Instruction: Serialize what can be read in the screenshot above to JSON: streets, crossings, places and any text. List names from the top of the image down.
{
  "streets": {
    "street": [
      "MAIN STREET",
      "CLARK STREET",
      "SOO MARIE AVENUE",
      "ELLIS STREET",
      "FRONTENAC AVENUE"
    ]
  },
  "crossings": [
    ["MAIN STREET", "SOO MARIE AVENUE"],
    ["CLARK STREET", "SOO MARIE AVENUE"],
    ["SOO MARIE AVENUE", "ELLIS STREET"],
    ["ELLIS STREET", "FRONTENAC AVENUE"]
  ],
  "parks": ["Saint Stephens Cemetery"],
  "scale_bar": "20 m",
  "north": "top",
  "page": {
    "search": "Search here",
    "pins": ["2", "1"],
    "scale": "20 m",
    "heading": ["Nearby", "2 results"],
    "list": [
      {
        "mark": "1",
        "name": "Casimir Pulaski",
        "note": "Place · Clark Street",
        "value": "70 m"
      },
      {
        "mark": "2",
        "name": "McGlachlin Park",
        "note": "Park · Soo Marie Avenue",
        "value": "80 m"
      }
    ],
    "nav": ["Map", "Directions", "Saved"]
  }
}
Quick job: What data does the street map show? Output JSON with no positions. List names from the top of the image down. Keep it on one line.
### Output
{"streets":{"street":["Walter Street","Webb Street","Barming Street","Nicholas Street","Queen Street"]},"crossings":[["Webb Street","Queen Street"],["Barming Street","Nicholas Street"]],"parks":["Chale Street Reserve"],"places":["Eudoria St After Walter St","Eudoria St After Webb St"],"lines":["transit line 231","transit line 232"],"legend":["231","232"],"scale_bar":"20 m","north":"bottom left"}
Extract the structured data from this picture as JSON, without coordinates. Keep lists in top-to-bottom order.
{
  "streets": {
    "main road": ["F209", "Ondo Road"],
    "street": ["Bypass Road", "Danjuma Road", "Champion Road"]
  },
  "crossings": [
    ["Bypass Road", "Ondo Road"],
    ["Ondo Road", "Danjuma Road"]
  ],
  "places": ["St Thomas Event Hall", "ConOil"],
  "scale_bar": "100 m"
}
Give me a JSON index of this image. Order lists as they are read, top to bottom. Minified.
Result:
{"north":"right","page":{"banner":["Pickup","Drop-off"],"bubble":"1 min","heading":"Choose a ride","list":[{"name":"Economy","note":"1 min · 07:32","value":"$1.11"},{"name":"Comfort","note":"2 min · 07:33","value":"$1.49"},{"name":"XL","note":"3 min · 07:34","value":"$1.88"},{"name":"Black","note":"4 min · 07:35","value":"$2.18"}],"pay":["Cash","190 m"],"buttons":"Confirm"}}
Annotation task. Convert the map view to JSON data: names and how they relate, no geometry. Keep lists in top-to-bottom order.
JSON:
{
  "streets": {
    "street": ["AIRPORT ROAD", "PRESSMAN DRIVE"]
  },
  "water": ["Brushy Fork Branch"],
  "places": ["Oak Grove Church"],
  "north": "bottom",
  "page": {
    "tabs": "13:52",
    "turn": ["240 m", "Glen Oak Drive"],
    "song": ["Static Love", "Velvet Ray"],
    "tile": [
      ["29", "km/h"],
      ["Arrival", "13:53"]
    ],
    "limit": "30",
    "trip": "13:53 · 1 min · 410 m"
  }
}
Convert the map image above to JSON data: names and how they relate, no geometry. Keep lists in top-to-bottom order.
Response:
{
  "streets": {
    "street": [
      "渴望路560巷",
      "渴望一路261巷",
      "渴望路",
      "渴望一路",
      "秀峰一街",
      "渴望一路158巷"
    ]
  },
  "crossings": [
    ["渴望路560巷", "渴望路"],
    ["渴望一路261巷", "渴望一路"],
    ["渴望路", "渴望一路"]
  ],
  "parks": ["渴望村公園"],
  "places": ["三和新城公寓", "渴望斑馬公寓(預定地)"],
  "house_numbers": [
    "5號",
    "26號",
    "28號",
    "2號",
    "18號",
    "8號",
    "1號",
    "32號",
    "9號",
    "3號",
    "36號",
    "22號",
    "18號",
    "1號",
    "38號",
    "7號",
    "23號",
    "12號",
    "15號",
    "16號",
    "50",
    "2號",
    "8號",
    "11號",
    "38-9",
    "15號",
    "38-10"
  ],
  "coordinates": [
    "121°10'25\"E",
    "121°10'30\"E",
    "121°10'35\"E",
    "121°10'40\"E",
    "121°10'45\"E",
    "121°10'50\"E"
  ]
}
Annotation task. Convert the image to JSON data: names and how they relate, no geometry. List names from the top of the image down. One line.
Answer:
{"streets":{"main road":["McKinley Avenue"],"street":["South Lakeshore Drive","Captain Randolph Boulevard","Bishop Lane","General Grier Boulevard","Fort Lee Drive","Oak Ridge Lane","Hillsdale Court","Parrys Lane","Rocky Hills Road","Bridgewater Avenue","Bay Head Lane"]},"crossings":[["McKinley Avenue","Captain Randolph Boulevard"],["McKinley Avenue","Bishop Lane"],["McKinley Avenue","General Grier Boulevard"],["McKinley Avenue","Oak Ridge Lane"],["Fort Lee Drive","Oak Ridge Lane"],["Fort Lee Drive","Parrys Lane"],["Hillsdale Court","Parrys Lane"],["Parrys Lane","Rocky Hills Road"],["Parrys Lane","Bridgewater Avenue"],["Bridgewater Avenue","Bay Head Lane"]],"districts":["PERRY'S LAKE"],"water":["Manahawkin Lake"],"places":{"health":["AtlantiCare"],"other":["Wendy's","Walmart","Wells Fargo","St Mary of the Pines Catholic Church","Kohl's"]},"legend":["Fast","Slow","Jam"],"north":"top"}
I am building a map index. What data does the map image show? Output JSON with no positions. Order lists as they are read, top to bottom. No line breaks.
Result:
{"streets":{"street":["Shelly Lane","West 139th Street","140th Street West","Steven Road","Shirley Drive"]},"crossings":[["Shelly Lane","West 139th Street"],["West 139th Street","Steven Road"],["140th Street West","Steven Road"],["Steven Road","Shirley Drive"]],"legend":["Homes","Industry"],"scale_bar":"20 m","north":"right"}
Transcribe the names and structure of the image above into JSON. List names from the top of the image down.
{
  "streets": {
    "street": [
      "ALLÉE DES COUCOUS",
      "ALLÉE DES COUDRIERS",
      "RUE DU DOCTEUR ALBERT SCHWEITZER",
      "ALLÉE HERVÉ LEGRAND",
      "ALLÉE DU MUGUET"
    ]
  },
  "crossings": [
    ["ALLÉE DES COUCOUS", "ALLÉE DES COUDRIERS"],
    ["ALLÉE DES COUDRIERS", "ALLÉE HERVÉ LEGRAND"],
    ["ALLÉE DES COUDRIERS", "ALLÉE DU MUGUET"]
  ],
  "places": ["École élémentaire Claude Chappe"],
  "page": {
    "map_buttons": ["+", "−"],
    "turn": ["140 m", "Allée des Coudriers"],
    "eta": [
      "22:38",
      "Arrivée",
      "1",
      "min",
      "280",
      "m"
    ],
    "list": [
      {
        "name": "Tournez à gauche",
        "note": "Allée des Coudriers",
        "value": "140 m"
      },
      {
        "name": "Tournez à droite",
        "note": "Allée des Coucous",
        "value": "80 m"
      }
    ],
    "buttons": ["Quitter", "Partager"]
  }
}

##########

__TASK ITEM__:
With "show" as the word to match, copy each line of the records that has it.

__EXERCISE ANSWER__:
Quick job: What data does the street map show? Output JSON with no positions. List names from the top of the image down. Keep it on one line.
I am building a map index. What data does the map image show? Output JSON with no positions. Order lists as they are read, top to bottom. No line breaks.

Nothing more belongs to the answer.